With the shareholder vote on Michael S. Dell's proposed takeover of Dell Inc. (NASDAQ: DELL) about a month away, it's not surprising that he and private equity firm Silver Lake are battling to fight off opponents of the deal, namely activist investor Carl Icahn.
Wall Street analysts and money managers and pundits may say it's all about which is the best deal, and perhaps it is. But undoubtedly, a major reason for the go-private effort is very understandable to others who have built companies from scratch, according to Brian Hamilton, chairman of Sageworks, a financial information company.
"When entrepreneurs start a company and as they grow it, many hope that they'll see a strong relationship between what the business is doing now, or what it's doing 10 years from now, and how the company is valued, the happiness of their customers, the happiness of their employees," Hamilton said.

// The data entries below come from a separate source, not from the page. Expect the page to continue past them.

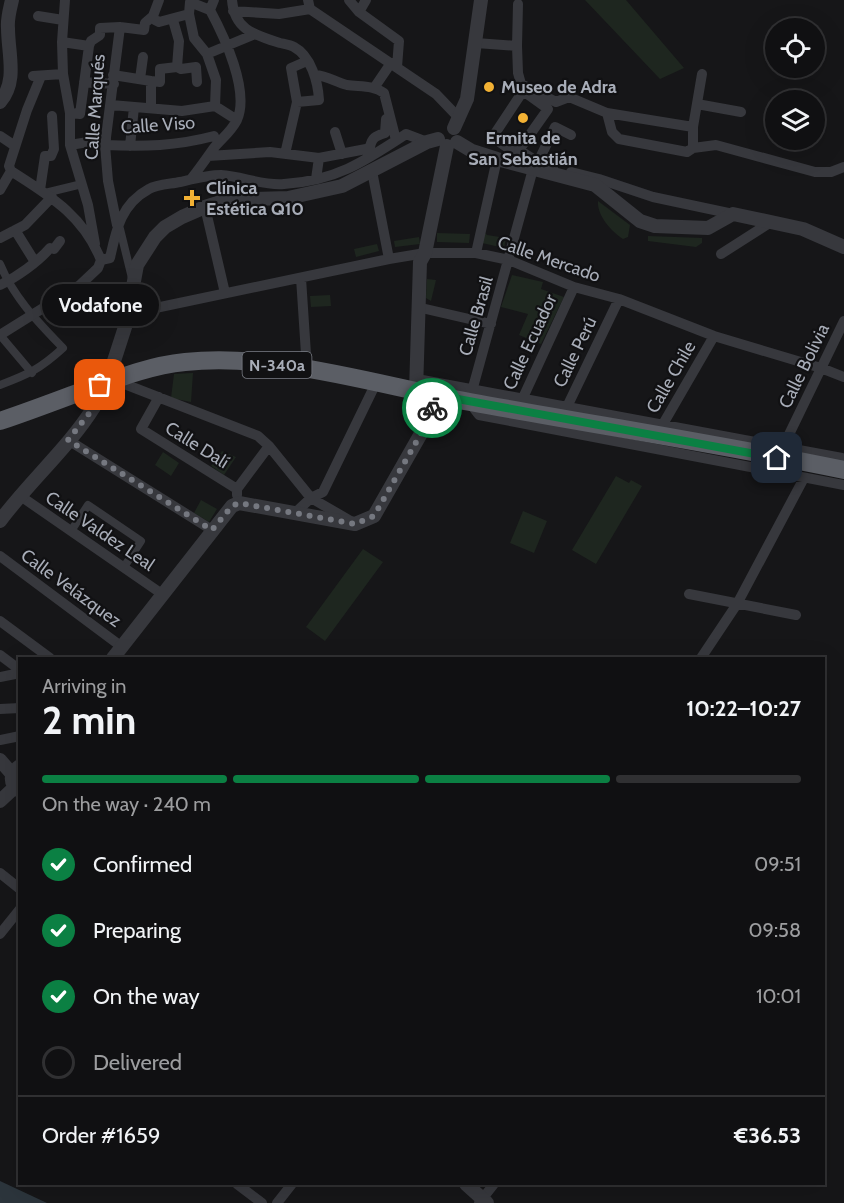 <!DOCTYPE html>
<meta charset="utf-8">
<style>
body{margin:0;font-family:Cabin,sans-serif;background:#19191b;color:#f1f3f6;height:100vh;display:flex;flex-direction:column;font-size:22px;white-space:nowrap}
*{box-sizing:border-box;margin:0}
p{font-size:20px;color:#9c9d9f}
.icon{flex:none;width:33px;height:33px;fill:none;stroke:currentColor;stroke-width:2;stroke-linecap:round;stroke-linejoin:round}
.map{position:relative;flex:1;overflow:hidden}
.sheet{position:absolute;left:18px;top:657px;width:807px;height:528px;display:flex;flex-direction:column;background:#101012;border-radius:0px;box-shadow:0 6px 24px #0002,0 0 0 2px #303032}
.sheet>*{flex:none}
.controls{position:absolute;left:765px;top:18px;display:grid;gap:12px}
.controls a{display:grid;place-items:center;width:60px;height:60px;border-radius:50%;background:#101012;box-shadow:0 6px 24px #0002,0 0 0 2px #303032;font-size:30px}
.pin{position:absolute;display:grid;place-items:center;width:51px;height:51px;color:#fff;margin:-26px;border-radius:12px;box-shadow:0 3px 9px #0006}
.courier{position:absolute;display:grid;place-items:center;width:60px;height:60px;margin:-30px;border:4px solid #0b8043;border-radius:50%;background:#fff;color:#222;box-shadow:0 2px 8px #0007}
.bubble{position:absolute;height:42px;border-radius:21px;background:#101012;box-shadow:0 6px 24px #0002,0 0 0 2px #303032;font-size:20px;font-weight:700;line-height:42px;text-align:center}
.summary em{font-style:normal;font-weight:700}
.summary div{display:flex;flex-direction:column-reverse}
.summary{display:flex;align-items:center;justify-content:space-between;height:102px;padding:0 24px}
h1{font-size:39px;font-weight:700;line-height:45px}
.bar{display:grid;grid-template-columns:repeat(4,1fr);gap:9px 6px;align-content:center;height:72px;padding:0 24px}
.bar i{height:8px;border-radius:4px;background:#303032}
.bar .on{background:#0b8043}
.bar p{grid-column:span 4}
.line{display:flex;align-items:center;gap:15px;padding:0 24px;border-top:2px solid #303032}
.line div{flex:1}
ol{padding:0 24px;list-style:none}
li{display:flex;align-items:center;gap:18px;height:66px}
li p{margin-inline-start:auto}
li .icon{padding:6px;border-radius:50%;background:#0b8043;color:#fff;stroke-width:4}
li:last-child{color:#9c9d9f}
li i{width:33px;height:33px;border:3px solid #303032;border-radius:50%}
.map>svg:first-child{display:block}
.green{fill:#1e261f}
.water{fill:#2c353c}
.lines{fill:none;stroke-linecap:round;stroke-linejoin:round}
.pedestrian{stroke:#37383d;stroke-width:8}
.minor{stroke:#37383d;stroke-width:10}
.tertiary{stroke:#37383d;stroke-width:14}
.trunk{stroke:#5b5e65;stroke-width:18}
.done{stroke:#757880;stroke-width:6;stroke-dasharray:0 10.8}
.route{stroke:#0b8043;stroke-width:8}
.poi-dot{fill:#f2b134;stroke:#111113;stroke-width:2}
.labels{text-anchor:middle;dominant-baseline:central;stroke-width:4.5;stroke-linejoin:round;paint-order:stroke}
.shield{fill:#111113;stroke:#7b7e86;stroke-width:1.5}
.shield-label{font-size:16px;font-weight:bold;fill:#a8adb8}
.poi-label{font-size:18px;font-weight:bold;fill:#a8adb8;stroke:#111113;text-anchor:start}
.street-label{font-size:18px;fill:#a8adb8;stroke:#111113}
</style>
<div class="map">
<svg width="844" height="1203" viewBox="0 0 844 1203">
<rect width="100%" height="100%" fill="#161618"/>
<!-- green -->
<path class="green" d="M 585,0 L 626,0 L 684,68 L 660,79 Z
M 598,201 L 630,225 L 628,237 L 623,239 C 611,231 597,216 598,201 Z
M 484,232 L 487,235 L 506,238 L 504,248 L 482,243 Z
M 437,233 L 470,234 L 469,243 L 437,242 Z
M 648,236 L 702,238 L 702,243 L 696,247 L 648,241 Z
M 419,237 L 420,244 L 395,247 L 394,241 Z
M 377,244 L 379,251 L 356,257 L 354,249 Z
M 512,275 L 543,282 L 541,289 L 564,297 L 541,344 L 519,335 L 528,314 L 501,307 Z
M 427,279 L 436,280 L 431,301 L 426,298 Z
M 330,295 L 331,306 L 311,307 L 310,296 Z
M 193,373 L 191,402 L 171,398 L 174,374 Z
M 222,451 L 236,457 L 224,475 L 211,466 Z
M 163,452 L 179,463 L 171,476 L 155,465 Z
M 616,476 L 629,483 L 631,480 L 642,486 L 596,564 L 572,550 Z
M 201,500 L 217,509 L 209,522 L 194,513 Z
M 523,511 L 547,521 L 534,553 L 510,543 Z
M 363,549 L 383,562 L 325,641 L 306,627 Z"/>
<!-- water -->
<path class="water" d="M 0,1181 L 47,1203 L 0,1203 Z"/>
<g class="lines">
<!-- pedestrian -->
<path class="pedestrian" d="M 492,138 L 509,150 L 519,150
M 45,193 L 82,184
M 117,225 L 120,229 L 132,278
M 0,264 C 14,298 38,322 63,348 C 40,369 29,374 0,385
M 0,335 L 32,373
M 71,531 L 88,505 L 141,541 L 124,567"/>
<!-- minor -->
<path class="minor" d="M 65,0 L 62,42 L 63,74 L 70,113 L 70,145 L 88,205 L 95,244
M 232,0 C 234,30 255,35 280,43 C 284,44 290,45 294,47 C 311,56 318,82 319,100 L 297,102
M 308,0 L 310,9 L 436,94 L 460,119
M 349,0 L 359,12 L 399,41 L 397,67
M 210,10 L 190,2 L 189,14 L 194,38 L 207,54 L 216,80 L 215,106
M 233,11 L 279,14 L 310,9
M 359,12 L 366,0
M 38,16 L 63,20
M 153,16 L 159,0
M 62,42 L 89,46 L 91,41 L 100,35 L 100,28 L 120,27 L 144,30 L 145,23 L 153,16 L 155,20 L 159,22 L 189,14
M 476,43 L 517,46 L 518,73 L 523,91 L 492,138
M 517,46 L 518,4
M 207,54 L 255,34
M 177,67 L 181,69 L 196,67 L 197,82
M 113,75 L 151,81
M 315,75 C 328,76 335,82 347,85 C 360,87 373,85 384,93 L 396,140
M 33,76 L 63,74
M 140,79 L 143,57
M 84,82 L 114,84
M 521,84 L 556,102 L 569,97 L 607,113 L 612,132 L 619,139 L 687,152 L 693,148 L 716,145 L 815,172 L 831,172 L 844,167
M 374,88 L 391,63
M 523,91 L 548,109 L 519,150 L 541,164 L 553,167
M 697,104 L 741,112
M 111,105 L 182,111 L 215,106 L 237,120
M 151,108 L 151,81 L 160,82 L 160,69 L 177,67 L 179,41 L 173,20
M 70,113 L 80,114 L 89,46
M 607,113 L 693,127
M 335,132 L 342,154
M 0,136 L 15,146
M 70,145 L 106,139
M 105,145 C 144,147 176,146 214,136
M 130,146 L 134,107
M 693,148 L 693,127 L 702,74
M 285,154 L 297,102 L 291,68 L 307,61
M 208,156 L 270,152 L 319,158 L 316,179
M 319,158 L 366,149 L 370,147 C 372,137 376,136 385,133 L 386,119
M 538,162 L 555,127 L 571,135
M 533,169 L 469,402 L 479,415 L 844,485
M 11,171 C 50,196 83,215 101,260
M 372,171 L 389,259
M 571,172 L 599,179 L 653,197 L 733,214
M 191,179 C 199,169 206,159 213,149 C 221,139 231,132 237,120 C 250,91 224,36 210,10 L 214,0
M 0,190 L 11,171 L 9,166 L 27,110 L 41,76
M 40,190 L 45,156 L 51,156 L 54,149 L 52,116
M 205,207 L 225,293
M 117,225 L 108,181 L 105,145 L 120,27
M 15,230 L 35,262
M 0,238 L 25,225 L 52,197
M 476,253 L 497,159
M 721,254 L 771,222
M 101,260 L 110,258 C 116,230 121,204 149,189 C 157,184 171,184 180,182 C 193,179 208,175 221,175 C 242,176 262,186 284,184 C 336,181 365,161 406,134 L 427,142
M 301,278 L 307,369
M 0,285 C 17,277 38,262 50,248 L 54,249 L 60,241
M 417,307 L 491,324
M 127,314 L 389,259 L 425,253 L 476,253 L 509,260 L 574,287 L 619,299 L 714,336 L 821,368 L 844,377
M 0,335 L 80,285 L 98,268 L 101,260
M 118,378 L 127,385 L 258,436 L 269,446 L 311,498 L 349,520
M 417,379 L 842,458
M 159,397 L 141,429 L 237,489
M 521,402 L 574,287
M 564,413 L 619,299
M 659,431 L 714,336
M 68,440 L 212,530
M 780,453 L 844,321
M 19,495 L 162,594
M 237,495 L 237,489 L 269,446
M 295,513 L 311,498 L 323,492 L 376,383
M 0,556 L 122,647
M 689,594 L 796,615
M 0,621 L 50,658
M 0,655 L 20,670
M 701,658 L 737,604 L 804,478
M 0,677 L 20,673
M 0,709 L 20,708
M 0,740 L 20,736
M 0,873 L 20,889
M 0,934 L 20,909
M 237,1184 L 262,1203
M 277,1203 L 292,1184
M 479,1203 L 494,1184"/>
<!-- tertiary -->
<path class="tertiary" d="M 0,102 C 18,81 8,54 8,28 C 7,19 10,9 12,0
M 454,128 L 467,99 L 481,0
M 457,142 L 472,151 L 497,159 L 595,185 L 640,221 L 655,226 L 708,228 L 733,214 L 803,229 L 844,247
M 117,377 L 114,361 L 126,324 L 137,265 L 155,237 L 165,227 L 182,217 L 205,207 L 227,200 L 288,198 L 342,186 L 427,142 L 438,139
M 416,391 L 420,262 L 425,253 L 447,146
M 0,521 C 29,482 69,447 94,407 C 98,401 98,392 100,385
M 113,658 L 232,506 L 239,503 L 355,524 L 374,516 L 427,423 L 436,395
M 0,760 L 12,774
M 20,766 C 9,773 9,784 20,791
M 0,801 L 15,787
M 466,1184 L 487,1203"/>
<!-- trunk -->
<path class="trunk" d="M 0,421 C 24,413 48,404 72,395 C 109,382 145,366 185,362 C 275,352 381,386 470,402 C 595,425 720,444 844,470"/>
</g>
<g class="lines">
<!-- done -->
<path class="done" d="M 100,385 L 96,405 L 68,440 L 212,530 L 232,506 L 239,503 L 355,524 L 374,516 L 427,423 L 432,408"/>
<!-- route -->
<path class="route" d="M 432,408 L 436,395 L 777,458"/>
</g>
<!-- markers -->
<g class="poi-dot">
<circle cx="489" cy="87" r="6"/>
<circle cx="523" cy="118" r="6"/>
<path d="M189 189h6v6h6v6h-6v6h-6v-6h-6v-6h6z"/>
</g>
<g class="labels">
<!-- shield labels -->
<rect class="shield" x="242.5" y="352" width="69" height="26" rx="4.5"/>
<g class="shield-label">
<text x="277" y="365">N-340a</text>
</g>
<!-- poi labels -->
<g class="poi-label">
<text x="501" y="87">Museo de Adra</text>
<text x="523" y="138" text-anchor="middle">Ermita de<tspan x="523" dy="21">San Sebastián</tspan></text>
<text x="206" y="188">Clínica<tspan x="206" dy="21">Estética Q10</tspan></text>
</g>
<!-- street labels -->
<g class="street-label">
<text transform="translate(95 107) rotate(-86)">Calle Marqués</text>
<text transform="translate(158 125) rotate(-4)">Calle Viso</text>
<text transform="translate(549 259) rotate(19)">Calle Mercado</text>
<text transform="translate(476 316) rotate(-74)">Calle Brasil</text>
<text transform="translate(530 342) rotate(-65)">Calle Ecuador</text>
<text transform="translate(575 352) rotate(-64)">Calle Perú</text>
<text transform="translate(804 366) rotate(-64)">Calle Bolivia</text>
<text transform="translate(671 377) rotate(-60)">Calle Chile</text>
<text transform="translate(197 445) rotate(32)">Calle Dalí</text>
<text transform="translate(100 531) rotate(34)">Calle Valdez Leal</text>
<text transform="translate(71 588) rotate(36)">Calle Velázquez</text>
</g>
</g>
</svg>
<div class="controls">
<a><svg class="icon" aria-label="locate" viewBox="0 0 24 24"><circle cx="12" cy="12" r="6"/><path d="M12 2v4M12 18v4M2 12h4M18 12h4"/></svg></a>
<a><svg class="icon" aria-label="layers" viewBox="0 0 24 24"><path d="M12 4l9 5-9 5-9-5zM3 14l9 5 9-5"/></svg></a>
</div>
<div class="pin" style="left:100px;top:385px;background:#ea580c"><svg class="icon" aria-label="bag" viewBox="0 0 24 24"><path d="M5 8h14l-1 12H6zM9 8a3 3 0 0 1 6 0"/></svg></div>
<div class="pin" style="left:777px;top:458px;background:#1f2937"><svg class="icon" aria-label="home" viewBox="0 0 24 24"><path d="M3 11l9-7 9 7M6 9v11h12V9"/></svg></div>
<div class="courier" style="left:432px;top:408px"><svg class="icon" aria-label="bike" viewBox="0 0 24 24"><circle cx="6" cy="16" r="4"/><circle cx="18" cy="16" r="4"/><path d="M6 16l4-8h5l3 8M10 8l3 8H6M13 5h3"/></svg></div>
<div class="bubble" style="left:42px;top:284px;width:117px">Vodafone</div>
<section class="sheet">
<div class="summary"><div><h1>2 min</h1><p>Arriving in</p></div><em>10:22–10:27</em></div>
<div class="bar"><i class="on"></i><i class="on"></i><i class="on"></i><i></i><p>On the way · 240 m</p></div>
<ol>
<li><svg class="icon" aria-label="check" viewBox="0 0 24 24"><path d="M5 12l5 5 9-10"/></svg>Confirmed<p>09:51</p></li>
<li><svg class="icon" aria-label="check" viewBox="0 0 24 24"><path d="M5 12l5 5 9-10"/></svg>Preparing<p>09:58</p></li>
<li><svg class="icon" aria-label="check" viewBox="0 0 24 24"><path d="M5 12l5 5 9-10"/></svg>On the way<p>10:01</p></li>
<li><i></i>Delivered</li>
</ol>
<div class="line" style="height:78px"><div>Order #1659</div><b>€36.53</b></div>
</section>
</div>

But it seems that when you're running a publicly traded company, a short-term focus on what's happening today to the stock price and what's going to happen when you disclose your quarterly results can take hold, and it doesn't allow senior management as much freedom to plan for and take steps for the long run. The focus on what investors think and what they might do to the company's valuation can take the spotlight away from managing and planning the business strategy for the short run, the intermediate term, and the long run, according to Hamilton.
"Right now, Mr. Dell is faced with a conundrum," Hamilton said. "He must fundamentally change his business model, but he also has to face the stock market every quarter to provide earnings and estimates. He needs some breather time to reconstruct and rebuild his business, which is very difficult when you're publicly traded."
In fact, Michael Dell said as much in a recent SEC filing. In the filing, Dell acknowledges a radical transformation of the company is necessary to preserve operating income from the PC market and to invest in opportunities in software and services.
"These steps in Dell's transformation are needed to restore the Company to health in the long-term. [underlining in the original] In the short-term, however, they are likely to lower gross margins, raise the Company's operating expenses and raise capital expenditures, resulting in lower earnings," Dell says in the filing.
He goes on to note that a continuing drop in Dell's stock price could hurt customer perception and employee retention. Taking a more cautious approach because of the public share price, he said, "hurts the speed and efficacy of the transformation and is not good for the long-term health of the Company."
Hamilton noted that Dell is currently valued at roughly 40 cents for every sales dollar, based on trailing sales. That valuation is a little bit low, and that's certainly likely to be a source of stress for the founder, Hamilton said.
"Dell has positive cash flow and earnings and a healthy net profit margin," Hamilton said. "Sales dropped 8 percent in the most recent period, which is troubling. However, looking at their flat but consistently strong profit margins, Dell appears to have enough cash to rebuild, even though they may not have the same access to capital as they would as a publicly traded company."
The allure of escaping life on the stock exchange seems to be fairly common among founders of publicly traded companies that lose their way. Just since 2012, Best Buy Inc. (NYSE: BBY) and Barnes & Noble's (NYSE: BKS) founders have launched buyout efforts, although Best Buy's was scrapped.
And it's a reason, Hamilton noted, that a lot of companies stay private. "It's because they want to think of the short run, the intermediate run and the long run valuation and performance rather than literally just hourly performance," he said.